Escherichia coli, or E. coli, is a bacterium found in the intestines of healthy people and animals. While most E. coli strains are harmless and part of a normal gut microbiome, certain strains are pathogenic, meaning they can cause illness. These pathogenic varieties are responsible for a range of diseases, making the development of effective vaccines a public health priority to prevent widespread outbreaks.
The Challenge of a Universal Vaccine
Creating a single vaccine to protect against all forms of pathogenic E. coli is a scientific challenge due to the bacterium’s genetic diversity. Pathogenic E. coli are classified into different groups called pathotypes, each causing distinct diseases through unique mechanisms. This diversity means that a vaccine designed for one pathotype may not be effective against another, as their surface molecules, or antigens, differ.
The main pathotypes relevant to vaccine development are Enterotoxigenic E. coli (ETEC), Uropathogenic E. coli (UPEC), and Shiga toxin-producing E. coli (STEC). ETEC is a primary cause of diarrheal disease, particularly in developing countries and among travelers. UPEC is the leading cause of urinary tract infections (UTIs), while STEC is responsible for severe foodborne illnesses. This requires targeted vaccine strategies for each group.
Targeting Traveler’s Diarrhea
Enterotoxigenic E. coli (ETEC) is the leading bacterial cause of traveler’s diarrhea, affecting millions of international travelers annually. It is also a significant cause of diarrheal illness and mortality in young children in low- and middle-income countries. The goal of an ETEC vaccine is to protect these populations, including military personnel deployed to endemic areas.
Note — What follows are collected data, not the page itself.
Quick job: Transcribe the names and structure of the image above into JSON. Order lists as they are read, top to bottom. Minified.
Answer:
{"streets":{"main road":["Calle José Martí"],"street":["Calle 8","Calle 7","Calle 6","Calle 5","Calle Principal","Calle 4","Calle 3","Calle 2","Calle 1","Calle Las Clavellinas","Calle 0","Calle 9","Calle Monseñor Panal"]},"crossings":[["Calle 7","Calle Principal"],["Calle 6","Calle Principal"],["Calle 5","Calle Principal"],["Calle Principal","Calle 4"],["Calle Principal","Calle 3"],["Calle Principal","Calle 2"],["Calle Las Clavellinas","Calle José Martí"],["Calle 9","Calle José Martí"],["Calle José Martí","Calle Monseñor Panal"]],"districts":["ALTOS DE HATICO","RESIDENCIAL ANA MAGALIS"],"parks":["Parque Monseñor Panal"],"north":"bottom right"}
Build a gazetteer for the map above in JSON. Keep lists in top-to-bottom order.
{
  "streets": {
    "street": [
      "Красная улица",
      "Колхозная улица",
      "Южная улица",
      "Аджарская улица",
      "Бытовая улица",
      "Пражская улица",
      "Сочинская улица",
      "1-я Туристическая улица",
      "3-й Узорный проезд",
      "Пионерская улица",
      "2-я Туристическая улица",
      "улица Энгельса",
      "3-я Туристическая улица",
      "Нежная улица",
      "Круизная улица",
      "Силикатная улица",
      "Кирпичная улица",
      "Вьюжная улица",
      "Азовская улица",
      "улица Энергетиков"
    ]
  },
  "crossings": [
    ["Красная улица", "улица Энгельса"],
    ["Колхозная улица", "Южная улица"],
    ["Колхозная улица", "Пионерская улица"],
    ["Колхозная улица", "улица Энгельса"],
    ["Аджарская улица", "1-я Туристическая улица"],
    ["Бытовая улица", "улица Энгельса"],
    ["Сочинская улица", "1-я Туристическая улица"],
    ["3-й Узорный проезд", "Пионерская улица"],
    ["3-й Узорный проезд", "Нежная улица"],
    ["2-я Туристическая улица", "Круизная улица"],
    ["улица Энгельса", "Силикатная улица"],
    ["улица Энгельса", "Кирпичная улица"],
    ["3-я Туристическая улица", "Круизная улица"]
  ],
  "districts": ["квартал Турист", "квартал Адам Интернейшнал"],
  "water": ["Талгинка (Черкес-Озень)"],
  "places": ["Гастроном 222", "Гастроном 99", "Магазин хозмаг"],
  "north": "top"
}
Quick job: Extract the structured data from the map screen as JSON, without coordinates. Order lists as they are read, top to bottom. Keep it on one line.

Vaccine development for ETEC has focused on targeting the toxins the bacteria produce and the factors they use to attach to intestinal cells. An existing vaccine for cholera offers some limited, short-term protection against ETEC because one of its components is similar to an ETEC toxin. However, its effectiveness is not sufficient for widespread recommendation.
Newer technologies are being explored to improve vaccine delivery and effectiveness. One approach is a skin patch vaccine, currently undergoing clinical trials, which delivers antigens through the skin to stimulate an immune response without an injection. Other strategies involve creating oral vaccines that use inactivated ETEC cells to generate immunity in the gut, where the infection occurs.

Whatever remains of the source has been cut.